In der vorherigen Potenzialbewertung (E21-07) wurde der NGU als Behandlungsalternative zu einer erneuten chirurgischen Intervention eingestuft. Dies schließt auch Personen mit einer absoluten Kontraindikation für eine Operation ein.
Das vorliegende Addendum untersucht systematisch, ob in der Zwischenzeit neue relevante Studien veröffentlicht wurden. Dabei lag der Fokus auf dem Vergleich zwischen NGU und chirurgischen Eingriffen.
Empfehlungen
Der IQWiG-Bericht E21-10 formuliert keine direkten klinischen Handlungsanweisungen, sondern bewertet die aktuelle Studienlage. Die zentralen Ergebnisse der Untersuchung umfassen folgende Punkte:
Methodik der Literatursuche
Das Institut führte eine systematische Recherche in medizinischen Datenbanken und Studienregistern durch. Es wurde gezielt nach randomisierten kontrollierten Studien (RCTs) und vergleichenden Kohortenstudien gesucht.
Als Vergleichsintervention zur Ultraschalltherapie diente die erneute chirurgische Intervention. Zu den patientenrelevanten Endpunkten zählten unter anderem die Frakturheilung und die gesundheitsbezogene Lebensqualität.

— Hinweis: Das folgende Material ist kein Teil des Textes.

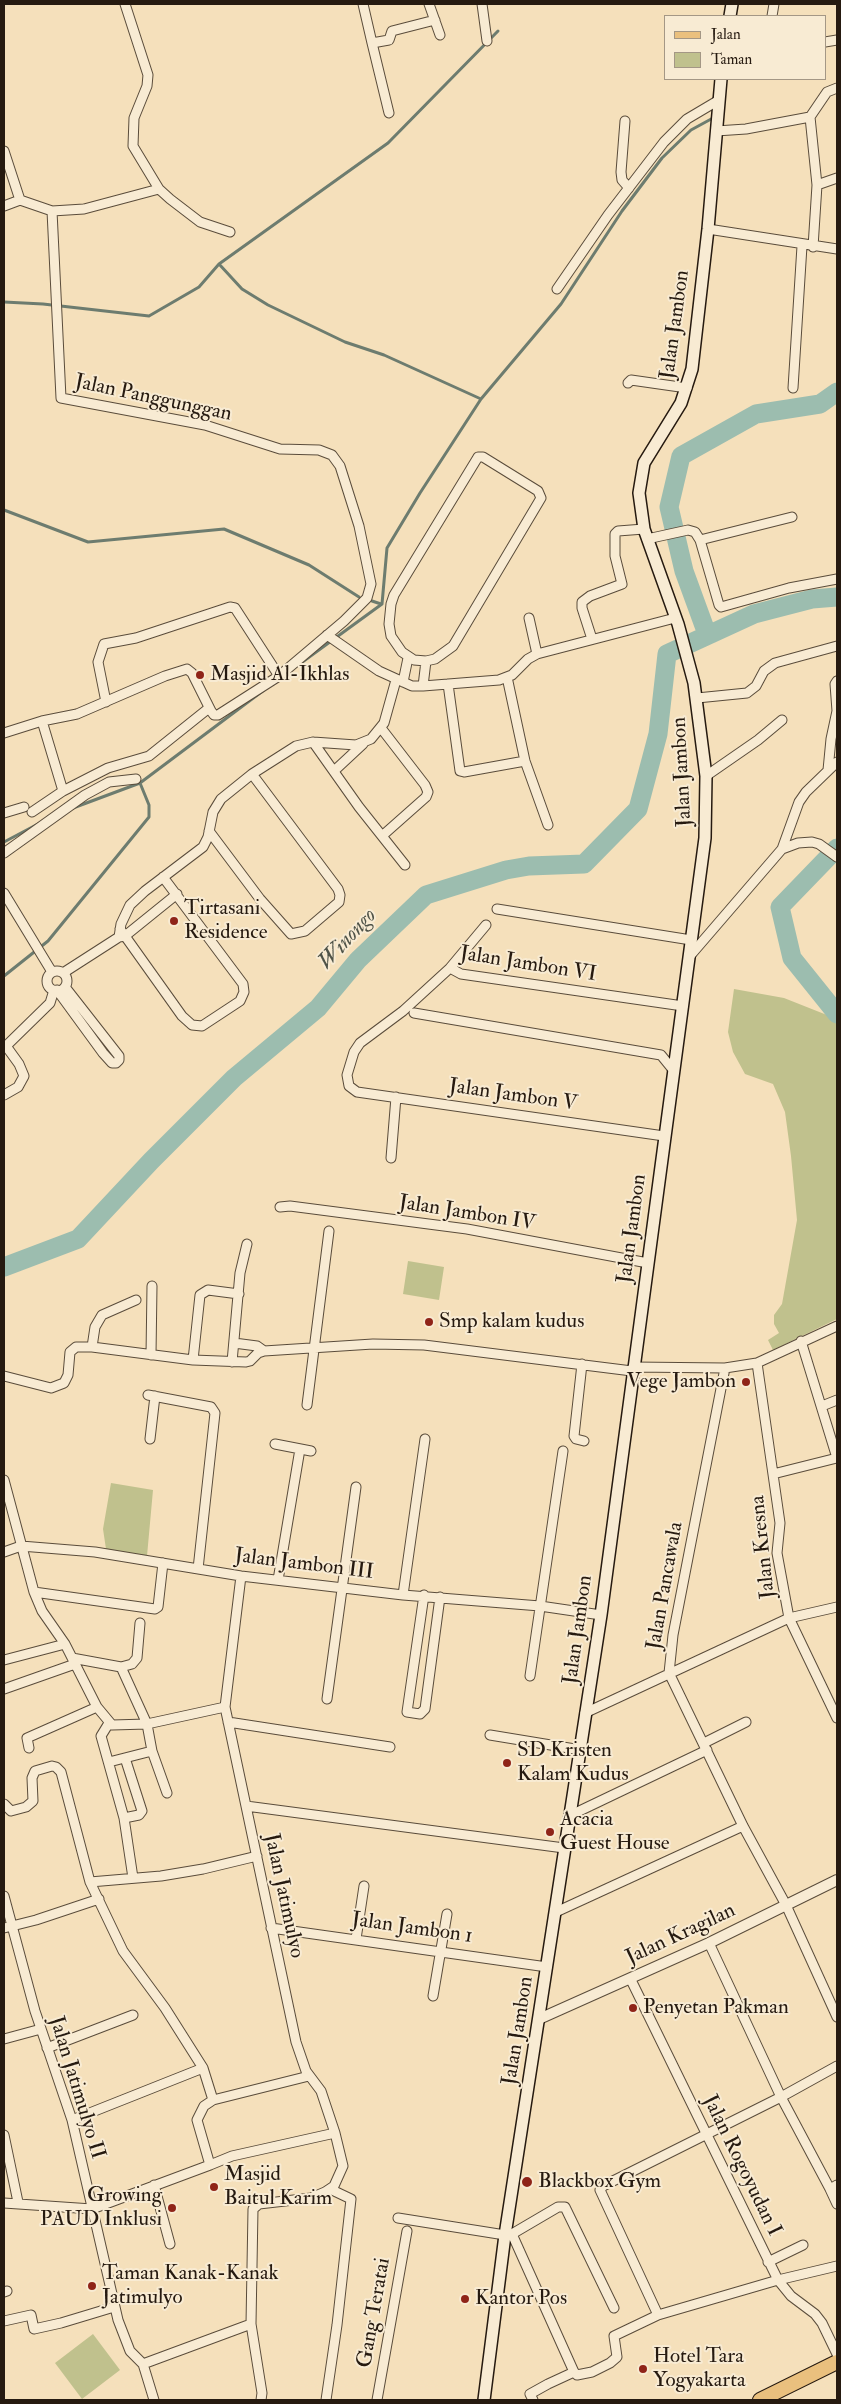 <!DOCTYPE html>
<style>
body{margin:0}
#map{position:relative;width:841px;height:2404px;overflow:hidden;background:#f5e0bb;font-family:"IM FELL Double Pica",serif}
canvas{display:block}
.frame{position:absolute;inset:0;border:5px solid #261a10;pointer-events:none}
.legend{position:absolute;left:664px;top:15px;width:162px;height:65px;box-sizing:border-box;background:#f8ebd3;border:1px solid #a49785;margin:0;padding:6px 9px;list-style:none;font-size:15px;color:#261a10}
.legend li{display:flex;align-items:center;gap:10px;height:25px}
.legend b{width:25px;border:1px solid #a49785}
</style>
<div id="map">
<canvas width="841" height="2404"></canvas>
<div class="frame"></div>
<ul class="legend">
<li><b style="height:6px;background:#eac07e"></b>Jalan</li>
<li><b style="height:14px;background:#c0c18d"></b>Taman</li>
</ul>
</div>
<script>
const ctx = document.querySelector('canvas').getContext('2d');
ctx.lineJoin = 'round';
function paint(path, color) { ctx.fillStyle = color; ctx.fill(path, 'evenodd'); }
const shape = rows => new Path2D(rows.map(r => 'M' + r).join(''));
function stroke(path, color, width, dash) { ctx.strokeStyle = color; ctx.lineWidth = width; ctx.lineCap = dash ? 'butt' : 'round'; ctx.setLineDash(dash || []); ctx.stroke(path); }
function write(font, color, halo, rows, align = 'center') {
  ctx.font = font + ' "IM FELL Double Pica",serif'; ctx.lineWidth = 4; ctx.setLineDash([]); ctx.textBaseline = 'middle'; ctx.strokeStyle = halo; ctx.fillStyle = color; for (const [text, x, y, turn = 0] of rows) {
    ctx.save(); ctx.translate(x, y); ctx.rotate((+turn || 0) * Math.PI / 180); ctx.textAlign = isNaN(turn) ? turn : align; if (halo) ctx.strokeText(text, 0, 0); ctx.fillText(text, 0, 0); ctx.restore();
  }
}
const green = shape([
 [734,989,784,998,837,1019,837,1319,773,1350,768,1340,779,1333,774,1324,774,1315,782,1304,797,1220,791,1156,785,1112,773,1084,745,1074,733,1052,728,1032],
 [408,1261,444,1267,439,1300,403,1294],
 [111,1483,153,1490,147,1556,106,1549,103,1529],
 [93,2334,120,2370,82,2399,55,2363]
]);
const stream = shape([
 [4,302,43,304,149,316,199,287,219,264],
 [481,399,384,355,345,342,268,305,242,289,219,264,388,143,498,31],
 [4,510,88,542,224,529,309,565,359,597],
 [372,601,381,604],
 [382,604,387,548,420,493,481,399,561,304,622,211,662,158,691,130,713,118],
 [301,663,382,604],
 [73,808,140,783,264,690],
 [4,842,38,824],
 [4,976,48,941,149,817,149,805,140,783]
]);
const river = shape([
 [707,634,684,571,669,507,681,456,756,414,820,404,837,392],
 [837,848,780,907,792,958,837,1014],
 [4,1267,78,1239,151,1161,234,1078,318,1008,358,960,426,895,506,870,529,866,584,864,638,809,658,734,667,654,754,614,812,599,837,597]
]);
const minor = shape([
 [125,4,148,75,147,86,134,118,133,146,159,189,170,199,200,222,230,232],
 [363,4,372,43,389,40,392,31,435,20],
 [429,4,440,35],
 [482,4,487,41],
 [772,16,774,4],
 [825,42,837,40],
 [372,43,389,113],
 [810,117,817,185,813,247],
 [625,121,621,172,622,180,629,188],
 [716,131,746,129,810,117,827,92,837,88],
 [4,151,20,200,52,211,61,398,205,425,280,449,319,450,332,455,340,466,359,526,371,584,367,598,344,621,279,676,218,715,214,715,211,711,192,673,187,669,165,676,77,714,42,721,4,733],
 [817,185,837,178],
 [4,206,20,200],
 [52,211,84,209,159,189],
 [708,229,837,249],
 [557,289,608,215,664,142,687,119,719,100],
 [628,383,631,380,687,388],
 [793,388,802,246],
 [478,457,483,457,538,491,541,498,453,646,435,659,426,661,414,660,402,652,391,636,389,624,391,604,394,595,478,457],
 [647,539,688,530,695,532,700,540,719,605,721,607,789,588,837,579],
 [700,540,792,517],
 [529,618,537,654],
 [327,635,379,671,412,686,423,686,499,680,512,675,528,659,537,654,675,618],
 [592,639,582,608,582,602,590,596,622,584,615,556,615,534,618,531,644,529],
 [507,677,525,761,548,825],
 [403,682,408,658],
 [448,684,460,771,464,772,525,761],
 [423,686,426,661],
 [697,698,747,693,756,686,764,671,775,663,837,646],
 [106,702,98,662,104,644,136,638,230,607,235,608,279,676],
 [42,721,63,791],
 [381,728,425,785,428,792,426,797,382,836],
 [313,742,359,807,405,865],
 [828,770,831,739,837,711,835,684,837,681],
 [334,771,363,744],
 [706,776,758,740,782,720],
 [32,812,63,791,108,768,149,756,209,708],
 [4,813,24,807],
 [209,831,260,899,291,934,305,931,339,902,340,895,338,889,252,774],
 [782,849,799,802,806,792,837,762],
 [4,853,85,795,109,782,136,779],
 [4,893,52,972],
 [497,909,691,940],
 [120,929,182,1016,192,1025,202,1026,240,1001,244,992,243,984,163,877],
 [119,937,121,924,130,905,145,891,203,847,208,837,213,812,221,799,252,774,296,746,313,742,356,745,371,739,384,723,396,680],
 [689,957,782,849,798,843,812,842,819,844,837,857],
 [450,968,486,925],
 '47 981a10 10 0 1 1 20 0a10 10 0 1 1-20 0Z',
 [63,973,119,937,125,936,177,894],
 [57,990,103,1053,112,1063,116,1063,119,1060,119,1056,65,987],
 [414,1013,661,1055,674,1071],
 [4,1048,50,1003,54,990],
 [4,1095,18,1087,24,1076,19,1064,6,1046],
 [664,1136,357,1092,349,1086,347,1075,354,1052,360,1043,403,1011,450,968,461,974,683,1006],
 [391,1158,396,1097],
 [280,1207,290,1206,467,1229,648,1263],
 [801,1341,837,1458],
 [234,1343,257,1346,264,1351],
 [92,1347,193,1360,246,1362,250,1361,258,1353,264,1351,373,1344,424,1345,632,1371],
 [151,1355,152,1286],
 [193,1360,200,1295,208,1290,239,1294],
 [232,1362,240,1273,247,1244],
 [757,1363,780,1523,777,1553,789,1618,837,1718],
 [582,1364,574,1436,576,1439,584,1441],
 [633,1367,725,1368,757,1363,837,1326],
 [725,1368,673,1635,669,1673,743,1826,786,1905,837,2017],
 [4,1376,51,1388,64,1383,68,1375,70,1352,76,1347,92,1347,95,1327,102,1315,136,1300],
 [148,1395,211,1407,215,1413,198,1569],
 [307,1405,329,1231],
 [822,1406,837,1400],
 [150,1439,155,1396],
 [275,1444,311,1451],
 [773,1474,837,1458],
 [4,1480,34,1592,155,1609,158,1607,163,1563],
 [4,1552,21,1546,95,1552,241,1576,403,1595,540,1606,601,1615],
 [278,1580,300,1449],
 [34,1592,42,1611,65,1644,97,1707,112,1725,147,1724,225,1707],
 [403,1595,425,1439],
 [424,1595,407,1712,420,1714,425,1709,440,1597],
 [72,1658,121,1667,132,1664,137,1658,140,1623],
 [4,1660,65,1644],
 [121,1667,147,1724,152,1751,167,1793],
 [530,1676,563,1451],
 [4,1689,75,1664],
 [327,1699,356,1487],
 [585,1713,789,1618,837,1607],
 [228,1722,390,1747],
 [109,1723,101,1736,124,1818,133,1878],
 [490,1735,581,1750],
 [704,1743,746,1722],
 [29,1748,27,1738,97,1707],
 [109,1762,152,1751],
 [4,1804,11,1811,26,1807,33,1801,32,1778,35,1771,52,1766,56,1767,61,1772,90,1882,123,1951,165,2008,203,2068,213,2100,204,2106,197,2120,210,2165,92,2209,4,2203],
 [246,1806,564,1848],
 [571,1815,707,1750],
 [124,1818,139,1815,142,1811,125,1758],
 [90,1882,161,1876,203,1869,257,1856],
 [4,1896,35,2011,72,2120,118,2320,130,2351,143,2364,154,2400],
 [556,1912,743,1826],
 [4,1928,36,1920,99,1899],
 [271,1928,547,1967],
 [356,1939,364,1886],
 [709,1943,781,2097,830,2189,837,2185],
 [631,1980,778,2280,791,2296,815,2314,822,2323,837,2354],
 [433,1996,447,1914],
 [4,2039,41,2029],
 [47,2048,133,2015],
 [213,2100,309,2076],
 [72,2120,203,2068],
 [4,2135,18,2202],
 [210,2165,232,2156,335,2133],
 [154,2185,170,2244],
 [830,2189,837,2204],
 [398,2218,505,2235,512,2234,558,2207,565,2207,614,2308],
 [512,2234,574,2372],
 [768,2262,803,2245],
 [4,2292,7,2291],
 [658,2315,600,2190,603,2186,781,2097,837,2066],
 [4,2321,31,2315,34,2329,61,2323,114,2307],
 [251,2324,262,2393,261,2400],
 [143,2364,251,2324,253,2209,259,2204,311,2198,325,2192,334,2186,343,2166,335,2133,321,2091,306,2071,296,2042,225,1707,241,1576],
 [326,2400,337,2325,351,2199,330,2189],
 [377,2400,407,2231],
 [533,2400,530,2394,548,2384,574,2372,577,2375,592,2372,610,2363,617,2357,614,2336,658,2315,778,2280,837,2266]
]);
const tertiary = shape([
 [539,2019,709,1943,837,1880]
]);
const secondary = shape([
 [730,16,732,4],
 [484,2400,505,2235,601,1615,705,838,706,776,694,683,678,624,644,529,639,493,644,463,681,403,692,369,708,229,721,79]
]);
const primary = shape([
 [760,2400,837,2362]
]);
const markers = [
 [200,675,5,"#8f2418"],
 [174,921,5,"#8f2418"],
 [429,1322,5,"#8f2418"],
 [746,1382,5,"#8f2418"],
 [507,1763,5,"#8f2418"],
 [550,1832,5,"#8f2418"],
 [633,2008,5,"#8f2418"],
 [527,2182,6,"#8f2418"],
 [214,2187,5,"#8f2418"],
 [172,2208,5,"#8f2418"],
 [92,2286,5,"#8f2418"],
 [465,2299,5,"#8f2418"],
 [643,2369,5,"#8f2418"]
];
const streetNames = [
 ["Jalan Jambon",676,325,-82],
 ["Jalan Panggunggan",153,399,12],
 ["Jalan Jambon",683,772,-93],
 ["Jalan Jambon VI",528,965,9],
 ["Jalan Jambon V",513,1096,8],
 ["Jalan Jambon IV",467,1214,9],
 ["Jalan Jambon",633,1229,-82],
 ["Jalan Kresna",764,1547,-96],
 ["Jalan Jambon III",304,1565,7],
 ["Jalan Pancawala",666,1586,-80],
 ["Jalan Jambon",579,1630,-82],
 ["Jalan Jatimulyo",283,1896,78],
 ["Jalan Jambon 1",412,1929,8],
 ["Jalan Kragilan",681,1935,-25],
 ["Jalan Jambon",519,2031,-81],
 ["Jalan Jatimulyo II",76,2088,73],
 ["Jalan Rogoyudan I",741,2166,64],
 ["Gang Teratai",375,2313,-80]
];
const poiNames = [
 ["Masjid Al-Ikhlas",210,675],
 ["Tirtasani",184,909],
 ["Residence",184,933],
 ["Smp kalam kudus",439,1322],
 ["Vege Jambon",736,1382,"right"],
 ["SD Kristen",517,1751],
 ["Kalam Kudus",517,1775],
 ["Acacia",560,1820],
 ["Guest House",560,1844],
 ["Penyetan Pakman",643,2008],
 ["Masjid",224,2175],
 ["Baitul Karim",224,2199],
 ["Blackbox Gym",538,2182],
 ["Growing",162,2196,"right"],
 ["PAUD Inklusi",162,2220,"right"],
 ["Taman Kanak-Kanak",102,2274],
 ["Jatimulyo",102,2298],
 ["Kantor Pos",475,2299],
 ["Hotel Tara",653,2357],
 ["Yogyakarta",653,2381]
];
const waterNames = [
 ["Winongo",348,940,-47]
];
paint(green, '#c0c18d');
stroke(stream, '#6d7c6f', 3);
stroke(river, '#9cbdaf', 19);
stroke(minor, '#5a4c3b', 11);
stroke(tertiary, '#5a4c3b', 12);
stroke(secondary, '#261a10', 14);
stroke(primary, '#261a10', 16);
stroke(minor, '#f8ebd3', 9);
stroke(tertiary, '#f8ebd3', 10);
stroke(secondary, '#f8ebd3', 11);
stroke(primary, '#eac07e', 14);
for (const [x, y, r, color] of markers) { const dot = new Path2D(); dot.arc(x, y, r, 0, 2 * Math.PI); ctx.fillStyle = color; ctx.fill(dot); stroke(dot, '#f8ebd3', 2); }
write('21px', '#261a10', '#f8ebd3', streetNames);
write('21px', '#261a10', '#f8ebd3', poiNames, 'left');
write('italic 22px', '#4f5348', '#f8ebd3', waterNames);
</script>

Ergebnisse der Evidenzprüfung
Die systematische Suche ergab keine neuen Erkenntnisse zur Wirksamkeit der Methode. Laut Bericht wurden keine zusätzlichen relevanten abgeschlossenen Studien identifiziert.
Zudem konnten keine laufenden Studien gefunden werden, die in naher Zukunft neue Nachweise zum Nutzen der Therapie liefern könnten. Auch Studien, die den NGU mit einer rein konservativen Therapie oder Placebo vergleichen, wurden nicht entdeckt.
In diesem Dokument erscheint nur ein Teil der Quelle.